While Andrew Sullivan spends an awful lot of time concern trolling about debts and deficits and “entitlement reform,” you have to admit that his blog, The Daily Dish, pretty much sets the industry standard. He somehow covers everything, and even if he’s a bit too earnest for my tastes at times (“Know hope!”), and a bit of a moonbat at others (“Trig Palin Truth Now!”), he’s usually worth reading. That’s why I was sort of disheartened to hear of his upcoming move to Tina Brown’s Evil Media Empire, The Daily Beast:

But there are some opportunities you just can’t let pass by. The chance to be part of a whole new experiment in online and print journalism, in the Daily Beast and Newsweek adventure, is just too fascinating and exciting a challenge to pass up.

Translation: Tina Brown offered me a shit-ton of money, which was too “shit-ton” to pass up.

Le sigh.

Look, there’s nothing wrong with making money, and it’s not like Sullivan wasn’t surrounded by some pretty terrible bloggers at The Atlantic (ahem, McArdle, Goldberg), but I can’t help but think that being Meghan McCain’s colleague — of all the people in all of the world — will damage the Sullivan brand a little bit. Meghan McCain’s only accomplishment is being born to noted confused and curmudgeonly old person John McCain, who you may remember from some election a couple of years ago. Meghan McCain writes an occasional column for Tina Brown, who for some inscrutable reason deigns to publish it at the Beast. I would like to take this opportunity to introduce Sullivan to his new co-worker:

What’s happening in Wisconsin? The state in the Midwest is looking more like the Wild, Wild West.

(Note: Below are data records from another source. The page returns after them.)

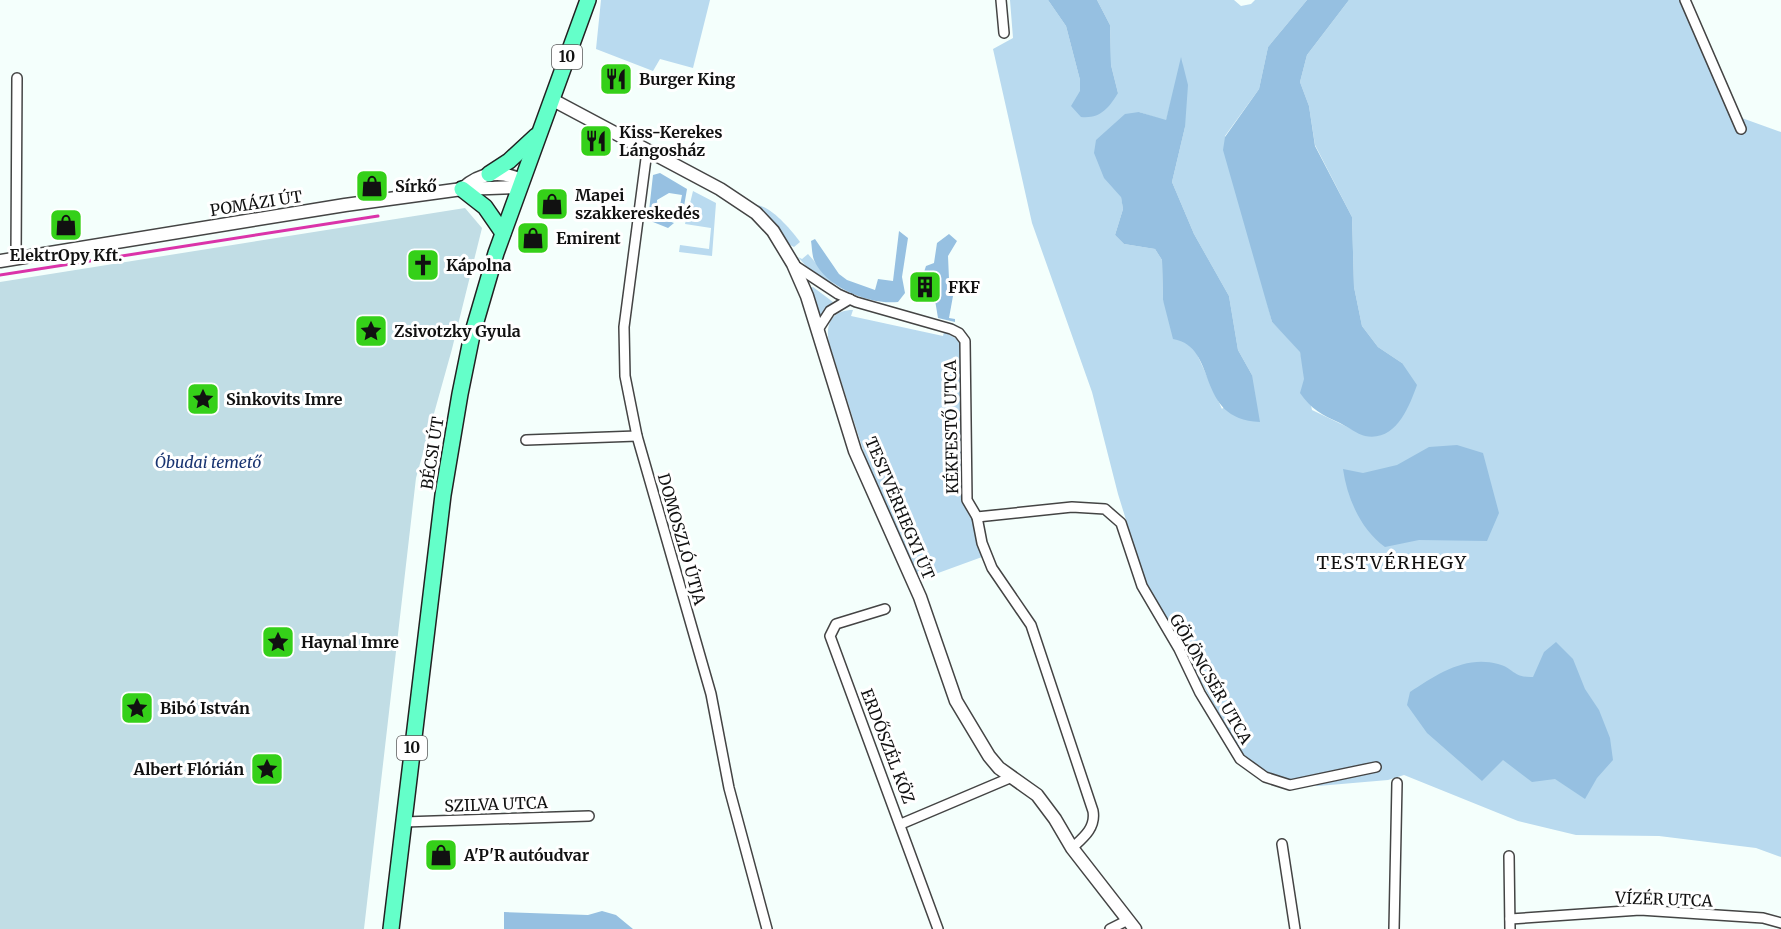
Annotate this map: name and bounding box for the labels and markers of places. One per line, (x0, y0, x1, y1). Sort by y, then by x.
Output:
restaurant icon: Burger King (598, 61, 634, 97)
place label: Burger King (639, 69, 735, 89)
place label: Kiss-Kerekes Lángosház (619, 122, 723, 160)
restaurant icon: Kiss-Kerekes Lángosház (578, 123, 614, 159)
shop icon: Sírkő (354, 168, 390, 204)
place label: Sírkő (395, 176, 437, 196)
place label: Mapei szakkereskedés (575, 185, 700, 223)
shop icon: Mapei szakkereskedés (534, 186, 570, 222)
shop icon: ElektrOpy Kft. (48, 207, 84, 243)
shop icon: Emirent (515, 220, 551, 256)
place label: Emirent (556, 228, 621, 248)
place label: ElektrOpy Kft. (9, 245, 123, 265)
church icon: Kápolna (405, 247, 441, 283)
place label: Kápolna (446, 255, 512, 275)
building icon: FKF (907, 269, 943, 305)
place label: FKF (948, 277, 980, 297)
place icon: Zsivotzky Gyula (353, 313, 389, 349)
place label: Zsivotzky Gyula (394, 321, 521, 341)
place icon: Sinkovits Imre (185, 381, 221, 417)
place label: Sinkovits Imre (226, 389, 343, 409)
place icon: Haynal Imre (260, 624, 296, 660)
place label: Haynal Imre (301, 632, 399, 652)
place icon: Bibó István (119, 690, 155, 726)
place label: Bibó István (160, 698, 250, 718)
place icon: Albert Flórián (249, 751, 285, 787)
place label: Albert Flórián (133, 759, 244, 779)
shop icon: A'P'R autóudvar (423, 837, 459, 873)
place label: A'P'R autóudvar (463, 845, 590, 865)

This is Meghan McCain’s lede for a recent column on the protests in Wisconsin. If you think about it for even a second, you realize how nonsensical it is. When did Wisconsinites start having duels at high noon and panning for gold and wearing cowboy hats and spurs and chaps? And when did they start riding horses and moseying through saloon doors to order bourbon and play high stakes poker? When did they start warring with Injuns and lassoing bad guys and dodging dust-bunnies? WHEN DID THIS HAPPEN, MEGHAN McCAIN?

The answer is that it didn’t, and that either the “Wild, Wild West” connotes something very, very different for Meghan McCain than it does for the rest of the world (possible, if not plausible!), or that Megan McCain is a bad writer.

Inevitably, the rest of the column is a ringing endorsement of the latter possibility. It can be summarized, fairly accurately, as “I am a bad writer. I am a sloppy thinker. I am also a bad writer. I do not understand anything at all, and my writing skills are also poor. But I’m getting paid by Tina Brown and so, conclusion… wait for it… Unions bad!

I will miss the veneer of respectability The Atlantic lent you, Monsieur Sullivan.

[Update!] Alex Balk points out some more trailblazing journalism published in The Daily Beast today: a lovely photo essay called “30 Deadliest Pasta Dishes.” No, I am not making this up.